Legitimasi Demokrasi Undang-undang yang Dikebut pada Masa 'Lame Duck' Dipertanyakan
Sejumlah pakar mengkhawatirkan pembahasan dan pengesahan sejumlah rancangan undang-undang (RUU) di masa lame duck.
Lame Duck adalah istilah yang dipopulerkan bagi pejabat petahana yang masih menjabat dan menggunakan kewenangan mereka, meski Pemilu sudah usai dan tak terpilih lagi, seperti yang dijelaskan Azeem Amedi, akademisi hukum dari York University dalam tulisannya, Lame Duck: Penyalahgunaan Wewenang di Masa Jeda.
Pada tulisannya dua tahun yang lalu itu, Azeem sudah mengingatkan potensi terjadinya lame duck setelah Pemilu 2024, karena ada tenggang waktu antara selesainya waktu pemilu dan pelantikan administrasi yang baru.

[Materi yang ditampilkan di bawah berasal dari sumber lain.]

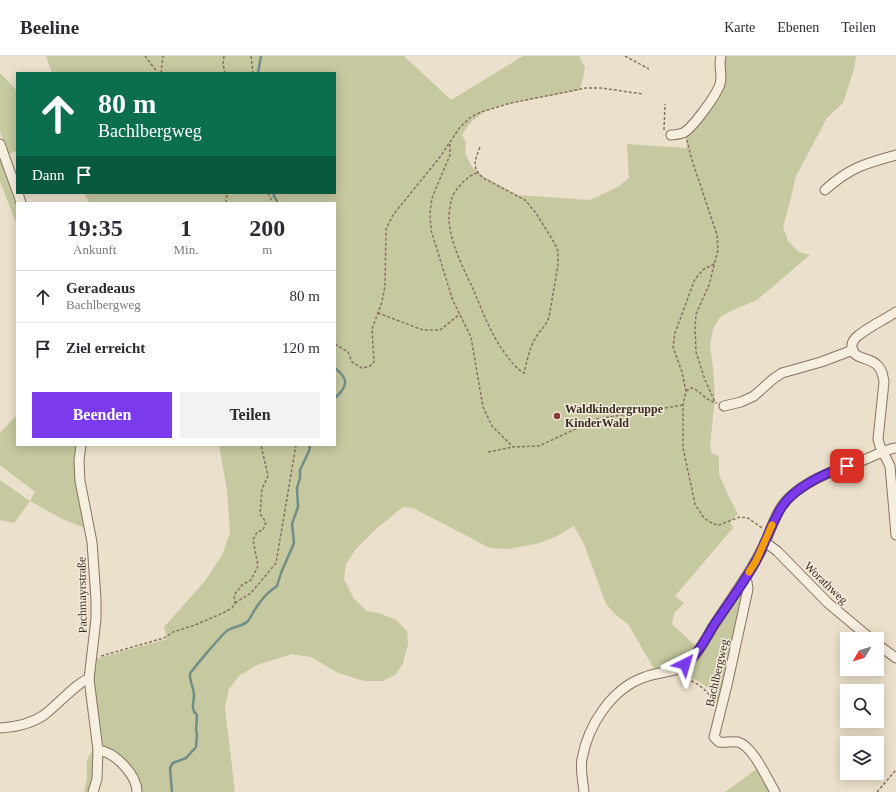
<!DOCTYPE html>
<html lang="de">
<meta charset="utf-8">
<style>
:root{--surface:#fff;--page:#f2f2f3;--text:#2b2b33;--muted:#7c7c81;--line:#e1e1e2;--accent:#7c3aed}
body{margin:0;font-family:"Times New Roman",serif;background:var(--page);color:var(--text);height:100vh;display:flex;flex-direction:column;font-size:15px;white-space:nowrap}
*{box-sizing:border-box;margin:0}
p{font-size:13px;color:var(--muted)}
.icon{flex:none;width:22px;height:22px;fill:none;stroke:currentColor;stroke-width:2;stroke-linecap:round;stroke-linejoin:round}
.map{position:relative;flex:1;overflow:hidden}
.details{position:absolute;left:16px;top:146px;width:320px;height:244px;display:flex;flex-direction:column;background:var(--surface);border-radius:0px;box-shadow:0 2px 10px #0003}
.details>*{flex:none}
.top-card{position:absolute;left:16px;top:16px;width:320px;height:122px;border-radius:0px;box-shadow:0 2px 10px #0003;background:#0b6e4f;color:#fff;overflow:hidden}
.needle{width:26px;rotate:232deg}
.tools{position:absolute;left:840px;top:576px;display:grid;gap:8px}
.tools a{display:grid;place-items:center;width:44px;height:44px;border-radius:0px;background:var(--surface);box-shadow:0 2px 10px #0003;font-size:20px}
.pin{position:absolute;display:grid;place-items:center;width:34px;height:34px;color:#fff;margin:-17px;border-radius:8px;box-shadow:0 2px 6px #0006}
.me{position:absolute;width:44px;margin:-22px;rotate:40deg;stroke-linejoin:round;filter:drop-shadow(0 0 3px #0008)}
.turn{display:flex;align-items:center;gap:14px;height:84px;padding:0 16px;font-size:18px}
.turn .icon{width:52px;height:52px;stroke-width:2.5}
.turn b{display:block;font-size:28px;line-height:34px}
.then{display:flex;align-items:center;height:38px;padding:0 16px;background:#0003;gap:8px;font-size:15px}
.eta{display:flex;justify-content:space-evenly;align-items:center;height:68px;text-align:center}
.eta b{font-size:24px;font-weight:800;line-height:28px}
.action{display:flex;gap:8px;margin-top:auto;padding:8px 16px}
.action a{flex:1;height:46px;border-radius:0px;background:var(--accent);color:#fff;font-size:16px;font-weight:800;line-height:46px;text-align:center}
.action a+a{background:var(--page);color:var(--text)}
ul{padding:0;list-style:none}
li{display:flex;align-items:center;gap:12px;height:52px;padding:0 16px;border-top:1px solid var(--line)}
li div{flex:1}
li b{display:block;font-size:15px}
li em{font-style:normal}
header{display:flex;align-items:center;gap:24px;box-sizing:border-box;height:56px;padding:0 20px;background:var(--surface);border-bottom:1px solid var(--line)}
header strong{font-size:19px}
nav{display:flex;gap:22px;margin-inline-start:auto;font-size:14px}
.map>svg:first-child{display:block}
.green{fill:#c6c8a0}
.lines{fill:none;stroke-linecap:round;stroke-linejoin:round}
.stream{stroke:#728e86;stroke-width:2.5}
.minor-casing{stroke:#867361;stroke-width:11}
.path{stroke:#867361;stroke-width:1.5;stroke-dasharray:3 2;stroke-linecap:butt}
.minor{stroke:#f6eede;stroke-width:9}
.route-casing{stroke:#51269a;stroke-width:10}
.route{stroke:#7c3aed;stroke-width:7}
.slow{stroke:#f59e0b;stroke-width:7}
.poi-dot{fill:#8f373c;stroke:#f3ebda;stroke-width:1.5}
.labels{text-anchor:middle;stroke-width:3;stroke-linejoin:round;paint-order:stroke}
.poi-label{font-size:12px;font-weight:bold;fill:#392c23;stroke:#f3ebda;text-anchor:start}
.street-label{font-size:12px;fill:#392c23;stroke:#f3ebda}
</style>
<header>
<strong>Beeline</strong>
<nav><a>Karte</a><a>Ebenen</a><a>Teilen</a></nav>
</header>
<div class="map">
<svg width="896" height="736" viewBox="0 0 896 736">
<rect width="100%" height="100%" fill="#ebe0cb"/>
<g class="green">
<path d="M 46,0 L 404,0 L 451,44 L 523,0 L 579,0 L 585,12 L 580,34 C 563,37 546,41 529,44 C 500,50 479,50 462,79 L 466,87 L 465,97 L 472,111 L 483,120 L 518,139 L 590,144 L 618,131 L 629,122 L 627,88 L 687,92 L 685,72 L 692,67 L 718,27 L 718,0 L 856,0 L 854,13 L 843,47 L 827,62 L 796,120 L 789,149 L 783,171 L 788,185 L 799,196 L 810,199 L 757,244 L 735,253 L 720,261 L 713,273 L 710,290 L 713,311 L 715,341 L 710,391 L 712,397 L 719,401 L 719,418 L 728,439 L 738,458 L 730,466 L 733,472 L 675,540 L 684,547 L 674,557 L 672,568 L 697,591 L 680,610 L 656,616 L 628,568 L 616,559 L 606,548 L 584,488 L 574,470 L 557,480 L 540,487 L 509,493 L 490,492 L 413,452 L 403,451 L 376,473 L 356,493 L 346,508 L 344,523 L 354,543 L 367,555 L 379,557 L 396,564 L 407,575 L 408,588 L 403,607 L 396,618 L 383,625 L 364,625 L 338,617 L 311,601 L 292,598 L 257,609 L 239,620 L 229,633 L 225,652 L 235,736 L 138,736 L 118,702 L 102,690 L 100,685 L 93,621 L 95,603 L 167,583 L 164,571 L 205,525 L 222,499 L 230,477 L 227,435 L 219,389 L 335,389 L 335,147 L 89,147 L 84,137 L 335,137 L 335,17 L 52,17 Z"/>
<polygon points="0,17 17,35 17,95 8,98 0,75"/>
<polygon points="0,103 17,150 17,169 0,126"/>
<path d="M 17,359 L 17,389 L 76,389 C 72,418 79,445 85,472 L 62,463 L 30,445 L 14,467 L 0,464 L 0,424 L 30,445 L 35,436 L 0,409 L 0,377 Z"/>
<path d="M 745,529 L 745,536 L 718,649 C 716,645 714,641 712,637 C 704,625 685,619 672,616 L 680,614 Z"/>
<path d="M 94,694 C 94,709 93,722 88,736 L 84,736 C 85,730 87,725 87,719 C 87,707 85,703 94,694 Z"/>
<polygon points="758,712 772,736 725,736"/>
</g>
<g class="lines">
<g class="stream">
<polyline points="258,17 261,0"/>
<polyline points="274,137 274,140 278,147"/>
<path d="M 335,312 C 349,323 348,330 335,342"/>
<path d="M 172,736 L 170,712 L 173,707 L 186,702 L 196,691 L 197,678 L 196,674 L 197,659 C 190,653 194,647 194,639 C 194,633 189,623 190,618 C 191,615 224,576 228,574 C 235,570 242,571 248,565 C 251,561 253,556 256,552 C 262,542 268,536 277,530 L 281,517 L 294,487 L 292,468 L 298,451 L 297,432 L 300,422 L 300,414 L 309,395 L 310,389"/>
</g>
<g class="minor-casing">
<g id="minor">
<path d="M 671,79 C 675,79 679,78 683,77 C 693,72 717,38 720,28 C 723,19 718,9 721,0"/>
<polyline points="0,88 17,135"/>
<path d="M 825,134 C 849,112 866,107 896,99"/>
<polyline points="18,137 21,147"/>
<path d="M 896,256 C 884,264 870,270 859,279 C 855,282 851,286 852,292 C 854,304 870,301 877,309 C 882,313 883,320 884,326 L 878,383 L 880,390 L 890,410 L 896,479"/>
<polyline points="724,350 741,346 754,340 773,323 782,317 821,306 853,294"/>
<polyline points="81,389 79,404 80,425 92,486 96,543 96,563 89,623 98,694 97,723 93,736"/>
<polyline points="765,486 777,495 828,547 871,583"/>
<polyline points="877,588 896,602"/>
<path d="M 0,672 C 16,671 31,668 44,659 C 54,652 81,623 89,623"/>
<path d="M 98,694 C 115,696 137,719 137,736"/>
<path d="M 584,736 C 583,725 580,714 582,703 C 588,669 612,632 645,621 C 659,615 675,618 688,607 C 699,597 706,582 714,569 C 724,554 734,539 744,524"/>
<path d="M 775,736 C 767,723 753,690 738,686 C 731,685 725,687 719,686 L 714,681 L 727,629 L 748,533 L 747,526 L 744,524 C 752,512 758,501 764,489 C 770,476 774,461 782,450 C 798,427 834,414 859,406 C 870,402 885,393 896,392"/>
</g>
</g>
<g class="path">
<polyline points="145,0 158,17"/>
<polyline points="224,0 223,8 225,17"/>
<polyline points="251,0 253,17"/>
<polyline points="625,0 649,13"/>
<polyline points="161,17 163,0"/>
<polyline points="664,74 665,48"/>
<polyline points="687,84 691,101 717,179 718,194 709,229 696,258 695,273 696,296 705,324 715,346 717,347"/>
<polyline points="450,88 450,99 432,142 430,157 431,174 453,245 471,281 483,351 492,370 513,391 539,390 597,363 683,349"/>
<path d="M 477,117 C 468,119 455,133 452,142 C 450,148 449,157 449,163 C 450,188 464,213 474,235 C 483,257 492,281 507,300 C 512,307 517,313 524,317 C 527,306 529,293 535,283 C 539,275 546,270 549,261 L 558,209 L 558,195 L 555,188 L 536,157 L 525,144 L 483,122 C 471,111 475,104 480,91"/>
<polyline points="268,137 273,147"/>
<polyline points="226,147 227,137"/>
<polyline points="714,208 704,213 695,223 675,277 673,291 682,316 686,335 683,349 683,392 695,448 704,462 713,468 719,469 740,461 748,462 762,472"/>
<polyline points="378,257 423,274 440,274 460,258"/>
<polyline points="335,288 348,296 352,306 362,312 370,310 374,306 372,273 382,246 385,230 386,173 393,159 440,101 460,71 471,61 481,56 511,47 586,32 601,32 643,38"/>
<path d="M 686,335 L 691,332 C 701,334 705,345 715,346"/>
<polyline points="488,396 513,391"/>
<polyline points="235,547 251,537 276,507 296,389"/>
<polyline points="101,600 164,582 173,576 195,569 223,557 232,552 235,547 234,539 242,529 251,524 258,510 253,484 257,476 263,474 266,466 260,458 261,445 262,433 268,420 261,389"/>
<path d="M 682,621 C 695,625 707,633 713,645"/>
<polyline points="877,736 896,714"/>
</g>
<use href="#minor" class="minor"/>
</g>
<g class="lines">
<g class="route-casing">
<path id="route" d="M 685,608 C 698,599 706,582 714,569 C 728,548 744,527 756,505 C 765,488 771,469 781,452 C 793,432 825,417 847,410"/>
</g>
<use href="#route" class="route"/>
<polyline class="slow" points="749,516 756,505 772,469"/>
</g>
<circle class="poi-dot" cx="557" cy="360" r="4"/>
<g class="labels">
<g class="poi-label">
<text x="565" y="357">Waldkindergruppe<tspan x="565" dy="14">KinderWald</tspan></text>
</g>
<g class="street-label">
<text transform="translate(826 527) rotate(44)" y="4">Worathweg</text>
<text transform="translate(82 539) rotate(-91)" y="4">Pachmayrstraße</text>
<text transform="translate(717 617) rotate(-77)" y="4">Bachlbergweg</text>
</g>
</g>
</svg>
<div class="tools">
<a><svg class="needle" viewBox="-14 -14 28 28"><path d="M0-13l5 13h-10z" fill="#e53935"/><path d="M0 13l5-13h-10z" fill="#7c7c81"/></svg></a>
<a><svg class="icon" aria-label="search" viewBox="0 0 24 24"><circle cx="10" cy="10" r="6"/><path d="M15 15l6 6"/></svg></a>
<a><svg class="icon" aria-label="layers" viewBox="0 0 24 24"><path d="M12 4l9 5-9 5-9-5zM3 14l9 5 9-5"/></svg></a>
</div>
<div class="pin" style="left:847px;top:410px;background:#d93025"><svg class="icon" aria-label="arrive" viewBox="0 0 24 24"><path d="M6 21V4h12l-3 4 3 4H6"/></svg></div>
<svg class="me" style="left:685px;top:608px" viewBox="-20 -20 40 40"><path d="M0-17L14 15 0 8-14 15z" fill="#7c3aed" stroke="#fff" stroke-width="4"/></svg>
<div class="top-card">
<div class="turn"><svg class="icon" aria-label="ahead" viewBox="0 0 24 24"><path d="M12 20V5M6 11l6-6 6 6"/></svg><div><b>80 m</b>Bachlbergweg</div></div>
<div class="then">Dann<svg class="icon" aria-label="arrive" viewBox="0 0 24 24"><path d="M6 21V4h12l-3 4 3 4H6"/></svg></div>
</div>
<section class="details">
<div class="eta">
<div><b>19:35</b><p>Ankunft</p></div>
<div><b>1</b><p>Min.</p></div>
<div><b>200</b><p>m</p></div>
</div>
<ul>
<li><svg class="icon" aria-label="ahead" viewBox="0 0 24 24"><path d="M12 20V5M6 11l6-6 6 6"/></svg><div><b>Geradeaus</b><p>Bachlbergweg</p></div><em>80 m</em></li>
<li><svg class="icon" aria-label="arrive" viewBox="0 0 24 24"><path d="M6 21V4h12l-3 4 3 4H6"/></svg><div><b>Ziel erreicht</b></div><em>120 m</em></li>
</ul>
<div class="action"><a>Beenden</a><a>Teilen</a></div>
</section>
</div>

Azeem menilai, lame duck yang tidak diatur akan menimbulkan konsekuensi yang cenderung merugikan rakyat.
"UU yang dibuat di masa lame duck memiliki legitimasi demokrasi yang patut dipertanyakan, karena pejabat yang sedang dalam lame duck itu tidak terpilih lagi untuk periode selanjutnya ... secara politik, rakyat sudah menarik mandatnya dari mereka, jadi mereka tidak lagi mewakili siapa pun," ujar Azeem kepada ABC Indonesia.
Berikut ini sejumlah rancangan undang-undang yang cenderung merugikan rakyat:
- Putusan MA tentang batas usia calon kepala daerah
- RUU TNI
- RUU Polri
- RUU Kementerian Negara
- RUU Mahkamah Konstitusi
Aturan pencalonan kepala daerah
Tiga hari. Itu waktu yang diperlukan Mahkamah Agung untuk mengubah aturan batas minimal calon kepala daerah.
Uji materi terhadap aturan yang diajukan oleh Ketua Umum Partai Garda Pembangunan Indonesia (Garuda) itu mulai diproses pada 27 Mei dan diputus pada 29 Mei 2024.
Isi putusannya, MA memerintahkan Komisi Pemilihan Umum (KPU) untuk mencabut Pasal 4 Ayat 1 huruf d PKPU Nomor 9 tentang pencalonan kepala daerah.
Itu artinya seseorang dapat mencalonkan diri sebagai calon gubernur dan wakil gubernur berusia minimal 30 tahun ketika dilantik, bukan ketika ditetapkan sebagai pasangan calon.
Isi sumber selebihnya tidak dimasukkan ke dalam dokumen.